*WHAT TO PRODUCE*:
Records appear below. Give all of them again, exactly.

--- START ---

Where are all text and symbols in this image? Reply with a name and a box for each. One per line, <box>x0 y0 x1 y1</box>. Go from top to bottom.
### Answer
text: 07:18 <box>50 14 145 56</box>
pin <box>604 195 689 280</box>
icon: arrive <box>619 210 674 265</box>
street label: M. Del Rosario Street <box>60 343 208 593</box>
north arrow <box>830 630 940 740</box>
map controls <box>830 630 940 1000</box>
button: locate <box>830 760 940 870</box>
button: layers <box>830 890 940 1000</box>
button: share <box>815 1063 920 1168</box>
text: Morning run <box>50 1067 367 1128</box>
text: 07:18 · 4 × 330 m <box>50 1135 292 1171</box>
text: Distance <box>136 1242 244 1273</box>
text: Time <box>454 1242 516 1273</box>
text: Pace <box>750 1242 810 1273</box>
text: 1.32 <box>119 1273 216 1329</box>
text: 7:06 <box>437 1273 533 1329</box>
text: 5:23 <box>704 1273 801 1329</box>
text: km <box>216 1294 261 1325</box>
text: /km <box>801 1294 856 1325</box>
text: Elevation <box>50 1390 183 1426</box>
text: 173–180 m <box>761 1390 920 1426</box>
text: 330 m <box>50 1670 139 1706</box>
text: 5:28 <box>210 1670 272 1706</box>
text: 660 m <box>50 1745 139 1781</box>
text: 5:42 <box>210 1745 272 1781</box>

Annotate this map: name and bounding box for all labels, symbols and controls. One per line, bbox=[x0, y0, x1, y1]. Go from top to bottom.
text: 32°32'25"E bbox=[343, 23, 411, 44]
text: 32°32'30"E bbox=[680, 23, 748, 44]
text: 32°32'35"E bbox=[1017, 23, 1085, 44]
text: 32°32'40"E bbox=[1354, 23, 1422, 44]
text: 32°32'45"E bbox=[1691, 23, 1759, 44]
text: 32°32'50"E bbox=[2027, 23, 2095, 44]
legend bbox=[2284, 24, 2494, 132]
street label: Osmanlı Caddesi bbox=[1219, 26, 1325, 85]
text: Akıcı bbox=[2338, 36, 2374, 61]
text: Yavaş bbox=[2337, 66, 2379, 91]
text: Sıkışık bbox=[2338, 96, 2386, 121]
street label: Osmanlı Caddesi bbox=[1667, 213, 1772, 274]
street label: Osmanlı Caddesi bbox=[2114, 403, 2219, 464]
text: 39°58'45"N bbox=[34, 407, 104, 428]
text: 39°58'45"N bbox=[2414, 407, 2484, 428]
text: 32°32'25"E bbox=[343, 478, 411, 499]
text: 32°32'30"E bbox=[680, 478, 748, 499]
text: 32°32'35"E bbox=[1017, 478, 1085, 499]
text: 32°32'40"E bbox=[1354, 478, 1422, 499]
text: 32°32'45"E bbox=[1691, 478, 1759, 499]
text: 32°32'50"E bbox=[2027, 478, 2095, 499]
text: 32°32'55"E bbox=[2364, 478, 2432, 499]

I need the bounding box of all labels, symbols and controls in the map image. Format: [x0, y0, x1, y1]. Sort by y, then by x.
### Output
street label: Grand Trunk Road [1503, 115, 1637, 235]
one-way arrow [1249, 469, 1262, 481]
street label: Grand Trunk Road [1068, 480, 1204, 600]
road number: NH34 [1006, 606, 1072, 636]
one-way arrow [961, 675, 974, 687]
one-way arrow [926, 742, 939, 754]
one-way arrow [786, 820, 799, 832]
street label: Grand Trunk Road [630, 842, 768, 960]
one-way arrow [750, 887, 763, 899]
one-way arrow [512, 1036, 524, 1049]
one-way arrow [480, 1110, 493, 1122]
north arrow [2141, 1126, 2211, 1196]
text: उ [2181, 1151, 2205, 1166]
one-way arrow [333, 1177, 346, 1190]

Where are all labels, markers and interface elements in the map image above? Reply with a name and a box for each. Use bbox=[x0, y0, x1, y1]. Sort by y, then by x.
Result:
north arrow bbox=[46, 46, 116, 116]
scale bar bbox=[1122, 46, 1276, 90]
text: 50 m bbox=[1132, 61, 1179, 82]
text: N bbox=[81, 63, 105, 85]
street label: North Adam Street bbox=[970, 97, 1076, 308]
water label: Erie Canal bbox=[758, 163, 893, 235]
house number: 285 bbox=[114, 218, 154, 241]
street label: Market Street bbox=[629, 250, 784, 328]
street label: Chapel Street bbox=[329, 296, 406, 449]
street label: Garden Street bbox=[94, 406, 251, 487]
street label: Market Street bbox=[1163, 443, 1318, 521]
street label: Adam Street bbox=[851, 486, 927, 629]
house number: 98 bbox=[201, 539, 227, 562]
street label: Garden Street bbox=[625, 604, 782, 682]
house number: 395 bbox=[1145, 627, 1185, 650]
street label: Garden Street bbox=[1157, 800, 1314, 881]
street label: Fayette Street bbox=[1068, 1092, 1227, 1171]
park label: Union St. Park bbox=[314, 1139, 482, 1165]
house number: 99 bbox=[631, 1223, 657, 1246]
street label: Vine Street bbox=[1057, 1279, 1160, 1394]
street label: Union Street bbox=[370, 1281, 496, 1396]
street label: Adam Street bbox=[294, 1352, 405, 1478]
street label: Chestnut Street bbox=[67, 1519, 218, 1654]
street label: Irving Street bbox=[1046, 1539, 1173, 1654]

--- END ---

*COMPLETED TASK*:
Where are all text and symbols in this image? Reply with a name and a box for each. One per line, <box>x0 y0 x1 y1</box>. Go from top to bottom.
### Answer
text: 07:18 <box>50 14 145 56</box>
pin <box>604 195 689 280</box>
icon: arrive <box>619 210 674 265</box>
street label: M. Del Rosario Street <box>60 343 208 593</box>
north arrow <box>830 630 940 740</box>
map controls <box>830 630 940 1000</box>
button: locate <box>830 760 940 870</box>
button: layers <box>830 890 940 1000</box>
button: share <box>815 1063 920 1168</box>
text: Morning run <box>50 1067 367 1128</box>
text: 07:18 · 4 × 330 m <box>50 1135 292 1171</box>
text: Distance <box>136 1242 244 1273</box>
text: Time <box>454 1242 516 1273</box>
text: Pace <box>750 1242 810 1273</box>
text: 1.32 <box>119 1273 216 1329</box>
text: 7:06 <box>437 1273 533 1329</box>
text: 5:23 <box>704 1273 801 1329</box>
text: km <box>216 1294 261 1325</box>
text: /km <box>801 1294 856 1325</box>
text: Elevation <box>50 1390 183 1426</box>
text: 173–180 m <box>761 1390 920 1426</box>
text: 330 m <box>50 1670 139 1706</box>
text: 5:28 <box>210 1670 272 1706</box>
text: 660 m <box>50 1745 139 1781</box>
text: 5:42 <box>210 1745 272 1781</box>

Annotate this map: name and bounding box for all labels, symbols and controls. One per line, bbox=[x0, y0, x1, y1]. Go from top to bottom.
text: 32°32'25"E bbox=[343, 23, 411, 44]
text: 32°32'30"E bbox=[680, 23, 748, 44]
text: 32°32'35"E bbox=[1017, 23, 1085, 44]
text: 32°32'40"E bbox=[1354, 23, 1422, 44]
text: 32°32'45"E bbox=[1691, 23, 1759, 44]
text: 32°32'50"E bbox=[2027, 23, 2095, 44]
legend bbox=[2284, 24, 2494, 132]
street label: Osmanlı Caddesi bbox=[1219, 26, 1325, 85]
text: Akıcı bbox=[2338, 36, 2374, 61]
text: Yavaş bbox=[2337, 66, 2379, 91]
text: Sıkışık bbox=[2338, 96, 2386, 121]
street label: Osmanlı Caddesi bbox=[1667, 213, 1772, 274]
street label: Osmanlı Caddesi bbox=[2114, 403, 2219, 464]
text: 39°58'45"N bbox=[34, 407, 104, 428]
text: 39°58'45"N bbox=[2414, 407, 2484, 428]
text: 32°32'25"E bbox=[343, 478, 411, 499]
text: 32°32'30"E bbox=[680, 478, 748, 499]
text: 32°32'35"E bbox=[1017, 478, 1085, 499]
text: 32°32'40"E bbox=[1354, 478, 1422, 499]
text: 32°32'45"E bbox=[1691, 478, 1759, 499]
text: 32°32'50"E bbox=[2027, 478, 2095, 499]
text: 32°32'55"E bbox=[2364, 478, 2432, 499]

I need the bounding box of all labels, symbols and controls in the map image. Format: [x0, y0, x1, y1]. Sort by y, then by x.
### Output
street label: Grand Trunk Road [1503, 115, 1637, 235]
one-way arrow [1249, 469, 1262, 481]
street label: Grand Trunk Road [1068, 480, 1204, 600]
road number: NH34 [1006, 606, 1072, 636]
one-way arrow [961, 675, 974, 687]
one-way arrow [926, 742, 939, 754]
one-way arrow [786, 820, 799, 832]
street label: Grand Trunk Road [630, 842, 768, 960]
one-way arrow [750, 887, 763, 899]
one-way arrow [512, 1036, 524, 1049]
one-way arrow [480, 1110, 493, 1122]
north arrow [2141, 1126, 2211, 1196]
text: उ [2181, 1151, 2205, 1166]
one-way arrow [333, 1177, 346, 1190]

Where are all labels, markers and interface elements in the map image above? Reply with a name and a box for each. Use bbox=[x0, y0, x1, y1]. Sort by y, then by x.
Result:
north arrow bbox=[46, 46, 116, 116]
scale bar bbox=[1122, 46, 1276, 90]
text: 50 m bbox=[1132, 61, 1179, 82]
text: N bbox=[81, 63, 105, 85]
street label: North Adam Street bbox=[970, 97, 1076, 308]
water label: Erie Canal bbox=[758, 163, 893, 235]
house number: 285 bbox=[114, 218, 154, 241]
street label: Market Street bbox=[629, 250, 784, 328]
street label: Chapel Street bbox=[329, 296, 406, 449]
street label: Garden Street bbox=[94, 406, 251, 487]
street label: Market Street bbox=[1163, 443, 1318, 521]
street label: Adam Street bbox=[851, 486, 927, 629]
house number: 98 bbox=[201, 539, 227, 562]
street label: Garden Street bbox=[625, 604, 782, 682]
house number: 395 bbox=[1145, 627, 1185, 650]
street label: Garden Street bbox=[1157, 800, 1314, 881]
street label: Fayette Street bbox=[1068, 1092, 1227, 1171]
park label: Union St. Park bbox=[314, 1139, 482, 1165]
house number: 99 bbox=[631, 1223, 657, 1246]
street label: Vine Street bbox=[1057, 1279, 1160, 1394]
street label: Union Street bbox=[370, 1281, 496, 1396]
street label: Adam Street bbox=[294, 1352, 405, 1478]
street label: Chestnut Street bbox=[67, 1519, 218, 1654]
street label: Irving Street bbox=[1046, 1539, 1173, 1654]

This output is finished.